Debbie Hayton Debbie Hayton

Harry Potter and the strange absence of J.K. Rowling

Why was she overlooked by the reunion programme?

J. K. Rowling at the press preview of the play Harry Potter & The Cursed Child. Image: Rob Stothard/Getty Images

Harry Potter returned to Hogwarts this weekend for a 20th anniversary special. He was joined in the Gryffindor common room by Hermione Granger and Ron Weasley, but not – controversially – the woman who created it all.

JK Rowling’s conception of Hogwarts, a school of witchcraft and wizardry, has become an institution. The books have sold more than 500 million copies worldwide, while the film series grossed almost $10 billion at the box office. Not a bad return for Warner Brothers, who bought the rights to the first four books for a reported £1 million.

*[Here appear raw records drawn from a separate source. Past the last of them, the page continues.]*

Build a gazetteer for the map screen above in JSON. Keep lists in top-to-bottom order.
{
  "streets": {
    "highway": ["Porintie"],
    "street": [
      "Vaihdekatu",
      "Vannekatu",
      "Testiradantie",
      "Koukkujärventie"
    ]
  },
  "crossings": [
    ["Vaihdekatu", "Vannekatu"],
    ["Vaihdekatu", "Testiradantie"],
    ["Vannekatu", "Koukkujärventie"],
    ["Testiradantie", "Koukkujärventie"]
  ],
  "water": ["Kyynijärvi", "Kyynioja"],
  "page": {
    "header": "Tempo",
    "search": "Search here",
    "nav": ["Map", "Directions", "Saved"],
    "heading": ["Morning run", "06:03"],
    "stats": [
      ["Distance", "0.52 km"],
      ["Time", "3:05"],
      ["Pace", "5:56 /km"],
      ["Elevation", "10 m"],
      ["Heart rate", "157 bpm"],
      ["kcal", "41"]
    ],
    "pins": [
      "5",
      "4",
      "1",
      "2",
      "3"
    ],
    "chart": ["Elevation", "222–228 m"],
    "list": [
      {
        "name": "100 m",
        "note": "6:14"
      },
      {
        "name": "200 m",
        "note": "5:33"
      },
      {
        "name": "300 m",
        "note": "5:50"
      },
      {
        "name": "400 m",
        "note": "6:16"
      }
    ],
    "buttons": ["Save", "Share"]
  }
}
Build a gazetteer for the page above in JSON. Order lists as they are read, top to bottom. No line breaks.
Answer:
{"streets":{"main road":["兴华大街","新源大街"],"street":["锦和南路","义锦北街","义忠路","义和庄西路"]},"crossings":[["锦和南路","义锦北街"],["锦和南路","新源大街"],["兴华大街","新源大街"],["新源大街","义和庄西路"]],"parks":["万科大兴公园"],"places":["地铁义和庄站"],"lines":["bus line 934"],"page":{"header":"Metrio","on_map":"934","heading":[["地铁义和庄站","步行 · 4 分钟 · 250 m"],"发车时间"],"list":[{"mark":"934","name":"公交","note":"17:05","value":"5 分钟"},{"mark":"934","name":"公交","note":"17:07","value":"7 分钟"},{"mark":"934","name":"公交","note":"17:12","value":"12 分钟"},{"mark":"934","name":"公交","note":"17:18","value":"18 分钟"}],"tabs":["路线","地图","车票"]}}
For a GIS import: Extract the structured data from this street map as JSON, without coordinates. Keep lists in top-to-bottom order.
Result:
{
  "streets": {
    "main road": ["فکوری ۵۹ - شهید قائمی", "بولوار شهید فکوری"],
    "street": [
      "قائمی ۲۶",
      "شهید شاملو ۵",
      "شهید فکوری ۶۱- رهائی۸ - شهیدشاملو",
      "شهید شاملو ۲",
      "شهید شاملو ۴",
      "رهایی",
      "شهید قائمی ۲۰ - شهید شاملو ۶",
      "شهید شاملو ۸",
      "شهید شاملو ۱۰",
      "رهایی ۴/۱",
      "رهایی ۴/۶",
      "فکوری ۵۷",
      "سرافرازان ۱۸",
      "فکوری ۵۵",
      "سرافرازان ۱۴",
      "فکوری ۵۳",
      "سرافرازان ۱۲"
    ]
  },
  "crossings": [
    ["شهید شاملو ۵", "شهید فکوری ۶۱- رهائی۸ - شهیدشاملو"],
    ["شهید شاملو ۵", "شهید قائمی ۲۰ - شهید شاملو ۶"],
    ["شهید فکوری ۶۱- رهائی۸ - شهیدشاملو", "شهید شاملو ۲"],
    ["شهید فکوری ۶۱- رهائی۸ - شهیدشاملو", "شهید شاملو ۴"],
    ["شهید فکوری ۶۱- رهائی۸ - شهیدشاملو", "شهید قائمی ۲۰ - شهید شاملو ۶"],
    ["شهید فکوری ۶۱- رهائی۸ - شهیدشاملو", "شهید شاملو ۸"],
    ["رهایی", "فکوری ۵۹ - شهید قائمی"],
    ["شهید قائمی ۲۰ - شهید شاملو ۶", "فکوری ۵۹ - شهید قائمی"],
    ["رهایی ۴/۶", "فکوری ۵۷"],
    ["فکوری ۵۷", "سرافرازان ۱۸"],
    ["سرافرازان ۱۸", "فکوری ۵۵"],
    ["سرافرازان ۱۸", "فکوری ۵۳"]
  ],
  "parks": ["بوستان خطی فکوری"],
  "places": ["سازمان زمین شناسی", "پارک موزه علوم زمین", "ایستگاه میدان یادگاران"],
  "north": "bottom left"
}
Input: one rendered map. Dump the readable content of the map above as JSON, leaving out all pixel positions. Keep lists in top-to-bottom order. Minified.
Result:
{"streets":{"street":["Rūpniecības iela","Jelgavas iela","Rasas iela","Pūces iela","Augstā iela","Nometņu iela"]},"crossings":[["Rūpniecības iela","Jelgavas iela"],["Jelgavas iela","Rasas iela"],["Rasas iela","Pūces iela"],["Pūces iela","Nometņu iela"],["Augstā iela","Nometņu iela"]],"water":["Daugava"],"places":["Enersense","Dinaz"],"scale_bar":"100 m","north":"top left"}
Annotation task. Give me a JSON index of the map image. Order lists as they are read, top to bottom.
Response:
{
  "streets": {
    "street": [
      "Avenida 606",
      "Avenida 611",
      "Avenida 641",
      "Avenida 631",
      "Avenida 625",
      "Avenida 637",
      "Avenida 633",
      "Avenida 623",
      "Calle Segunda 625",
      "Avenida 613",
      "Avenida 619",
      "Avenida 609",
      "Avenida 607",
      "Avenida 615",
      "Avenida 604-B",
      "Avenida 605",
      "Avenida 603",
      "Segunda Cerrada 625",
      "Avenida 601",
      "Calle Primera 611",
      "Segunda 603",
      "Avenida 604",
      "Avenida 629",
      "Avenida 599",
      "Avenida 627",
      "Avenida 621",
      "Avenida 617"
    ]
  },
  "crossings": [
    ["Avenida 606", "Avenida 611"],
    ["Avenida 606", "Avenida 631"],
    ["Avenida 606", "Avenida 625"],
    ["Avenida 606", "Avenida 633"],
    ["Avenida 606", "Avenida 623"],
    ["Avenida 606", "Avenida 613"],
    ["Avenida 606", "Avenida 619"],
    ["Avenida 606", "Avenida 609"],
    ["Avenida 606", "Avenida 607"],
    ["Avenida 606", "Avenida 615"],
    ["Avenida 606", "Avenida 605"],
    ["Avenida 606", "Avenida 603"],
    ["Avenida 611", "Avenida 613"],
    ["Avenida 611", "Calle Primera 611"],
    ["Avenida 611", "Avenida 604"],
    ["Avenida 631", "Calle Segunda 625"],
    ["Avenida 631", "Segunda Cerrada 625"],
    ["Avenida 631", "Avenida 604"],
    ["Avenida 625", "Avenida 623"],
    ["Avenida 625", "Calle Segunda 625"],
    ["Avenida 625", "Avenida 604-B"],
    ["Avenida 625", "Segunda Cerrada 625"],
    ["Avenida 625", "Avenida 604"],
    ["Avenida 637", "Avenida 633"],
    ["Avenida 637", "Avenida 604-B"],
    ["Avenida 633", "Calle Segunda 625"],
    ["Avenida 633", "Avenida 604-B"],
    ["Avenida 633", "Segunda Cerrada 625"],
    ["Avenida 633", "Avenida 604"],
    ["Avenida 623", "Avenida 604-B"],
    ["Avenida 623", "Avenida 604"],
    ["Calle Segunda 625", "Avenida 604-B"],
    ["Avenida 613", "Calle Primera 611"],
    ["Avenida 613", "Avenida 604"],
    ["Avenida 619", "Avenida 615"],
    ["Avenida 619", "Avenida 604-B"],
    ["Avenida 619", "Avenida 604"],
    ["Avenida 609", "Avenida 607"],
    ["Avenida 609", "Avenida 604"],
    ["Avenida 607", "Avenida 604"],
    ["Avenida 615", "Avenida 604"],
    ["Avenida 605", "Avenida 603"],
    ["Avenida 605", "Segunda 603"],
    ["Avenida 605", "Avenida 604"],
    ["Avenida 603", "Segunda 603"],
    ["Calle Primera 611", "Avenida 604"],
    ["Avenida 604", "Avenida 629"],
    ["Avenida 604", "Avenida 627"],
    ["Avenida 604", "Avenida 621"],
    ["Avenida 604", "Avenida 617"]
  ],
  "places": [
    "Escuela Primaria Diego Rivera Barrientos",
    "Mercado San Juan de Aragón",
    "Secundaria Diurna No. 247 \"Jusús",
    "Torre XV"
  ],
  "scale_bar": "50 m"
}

But Rowling’s foray into the trans debate has created a headache for Warner Brothers. Let’s be clear: she has said nothing that diminishes transgender people like me. Her concern is for women and girls. But while her books are full of magic, she knows that in real life the word woman means something more than a feeling in a man’s head.

This ironic post led to a hurricane on social media. Four days later she published her reasons for speaking out. Rowling’s 3,700 word essay should be required reading for anyone who comments on her contribution to the debate. Her concern is an ideology that she described as ‘a movement that I believe is doing demonstrable harm in seeking to erode “woman” as a political and biological class and offering cover to predators like few before it’.

Rowling has said nothing that diminishes transgender people like me

She is right. But the response has been ferocious. In her essay she explained that:

‘I spoke up about the importance of sex and have been paying the price ever since.